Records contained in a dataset
::::::
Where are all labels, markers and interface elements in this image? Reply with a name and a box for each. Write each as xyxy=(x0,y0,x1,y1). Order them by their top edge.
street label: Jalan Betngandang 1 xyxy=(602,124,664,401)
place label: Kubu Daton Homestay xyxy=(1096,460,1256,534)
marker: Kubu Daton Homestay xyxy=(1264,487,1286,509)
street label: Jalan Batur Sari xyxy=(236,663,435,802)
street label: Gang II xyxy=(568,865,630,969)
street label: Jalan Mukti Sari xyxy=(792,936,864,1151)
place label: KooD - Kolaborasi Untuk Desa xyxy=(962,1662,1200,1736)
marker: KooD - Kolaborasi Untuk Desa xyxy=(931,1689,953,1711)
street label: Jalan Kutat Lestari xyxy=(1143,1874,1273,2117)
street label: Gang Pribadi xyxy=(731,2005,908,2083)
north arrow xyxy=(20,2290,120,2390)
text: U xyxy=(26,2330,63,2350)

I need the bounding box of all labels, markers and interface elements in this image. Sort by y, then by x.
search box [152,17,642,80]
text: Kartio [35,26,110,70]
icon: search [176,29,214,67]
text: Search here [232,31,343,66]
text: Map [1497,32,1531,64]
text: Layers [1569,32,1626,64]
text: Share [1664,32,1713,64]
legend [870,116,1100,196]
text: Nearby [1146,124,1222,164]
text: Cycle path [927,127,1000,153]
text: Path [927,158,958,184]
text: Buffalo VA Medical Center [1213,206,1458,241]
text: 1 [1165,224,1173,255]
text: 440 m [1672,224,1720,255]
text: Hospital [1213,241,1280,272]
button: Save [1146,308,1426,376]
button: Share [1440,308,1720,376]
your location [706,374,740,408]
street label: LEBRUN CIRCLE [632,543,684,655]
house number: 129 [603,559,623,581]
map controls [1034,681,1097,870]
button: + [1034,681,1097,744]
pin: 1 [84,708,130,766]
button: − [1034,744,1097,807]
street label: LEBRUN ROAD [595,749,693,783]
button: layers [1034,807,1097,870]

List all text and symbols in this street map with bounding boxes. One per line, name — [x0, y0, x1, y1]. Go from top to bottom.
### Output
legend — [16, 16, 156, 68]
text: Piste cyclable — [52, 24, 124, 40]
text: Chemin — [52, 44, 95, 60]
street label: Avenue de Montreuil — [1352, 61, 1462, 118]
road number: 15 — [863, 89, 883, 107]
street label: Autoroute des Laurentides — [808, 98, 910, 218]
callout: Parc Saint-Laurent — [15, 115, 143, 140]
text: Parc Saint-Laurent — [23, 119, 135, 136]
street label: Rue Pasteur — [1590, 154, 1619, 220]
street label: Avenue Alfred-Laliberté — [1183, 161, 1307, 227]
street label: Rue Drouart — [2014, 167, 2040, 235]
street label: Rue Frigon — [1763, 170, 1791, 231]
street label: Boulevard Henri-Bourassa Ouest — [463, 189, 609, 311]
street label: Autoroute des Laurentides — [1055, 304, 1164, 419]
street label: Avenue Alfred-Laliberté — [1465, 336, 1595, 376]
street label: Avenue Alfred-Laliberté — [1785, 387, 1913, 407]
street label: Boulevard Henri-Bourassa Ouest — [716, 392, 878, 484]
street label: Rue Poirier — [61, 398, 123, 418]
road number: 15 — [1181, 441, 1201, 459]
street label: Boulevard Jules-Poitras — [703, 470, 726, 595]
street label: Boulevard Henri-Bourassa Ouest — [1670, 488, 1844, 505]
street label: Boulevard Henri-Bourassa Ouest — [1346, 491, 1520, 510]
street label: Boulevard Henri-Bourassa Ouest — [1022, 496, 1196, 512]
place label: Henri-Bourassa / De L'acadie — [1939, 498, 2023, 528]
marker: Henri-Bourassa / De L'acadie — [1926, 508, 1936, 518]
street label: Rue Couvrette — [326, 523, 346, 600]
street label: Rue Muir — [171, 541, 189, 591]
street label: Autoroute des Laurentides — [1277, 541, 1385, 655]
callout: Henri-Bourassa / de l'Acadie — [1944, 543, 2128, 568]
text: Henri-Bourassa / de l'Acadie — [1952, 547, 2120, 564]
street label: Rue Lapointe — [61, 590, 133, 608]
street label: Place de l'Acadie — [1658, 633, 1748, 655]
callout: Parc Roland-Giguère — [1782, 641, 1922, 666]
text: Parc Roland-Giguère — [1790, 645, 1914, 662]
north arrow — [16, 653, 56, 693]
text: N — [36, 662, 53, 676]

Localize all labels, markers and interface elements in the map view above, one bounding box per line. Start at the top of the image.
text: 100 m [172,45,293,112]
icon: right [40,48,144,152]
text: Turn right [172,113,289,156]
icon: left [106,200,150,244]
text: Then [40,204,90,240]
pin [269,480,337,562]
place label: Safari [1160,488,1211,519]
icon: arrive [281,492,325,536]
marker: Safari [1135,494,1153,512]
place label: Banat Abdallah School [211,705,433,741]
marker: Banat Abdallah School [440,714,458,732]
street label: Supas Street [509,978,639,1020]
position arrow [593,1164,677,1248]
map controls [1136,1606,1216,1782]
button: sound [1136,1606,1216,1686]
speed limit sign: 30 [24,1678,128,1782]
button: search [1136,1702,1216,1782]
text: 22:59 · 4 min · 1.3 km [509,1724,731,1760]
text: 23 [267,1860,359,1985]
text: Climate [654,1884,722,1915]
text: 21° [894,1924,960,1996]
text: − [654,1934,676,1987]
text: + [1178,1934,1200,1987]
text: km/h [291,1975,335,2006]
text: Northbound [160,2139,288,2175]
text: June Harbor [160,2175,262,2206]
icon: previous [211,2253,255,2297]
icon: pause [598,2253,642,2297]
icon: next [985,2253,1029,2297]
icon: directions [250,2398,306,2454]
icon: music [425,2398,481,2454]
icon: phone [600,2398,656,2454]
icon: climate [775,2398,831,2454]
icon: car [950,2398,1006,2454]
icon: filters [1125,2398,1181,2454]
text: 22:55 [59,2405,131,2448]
::::::
● **What is required**
Take every line from the data above that holds "Laliberté" and copy it out.

● **Response**
street label: Avenue Alfred-Laliberté — [1183, 161, 1307, 227]
street label: Avenue Alfred-Laliberté — [1465, 336, 1595, 376]
street label: Avenue Alfred-Laliberté — [1785, 387, 1913, 407]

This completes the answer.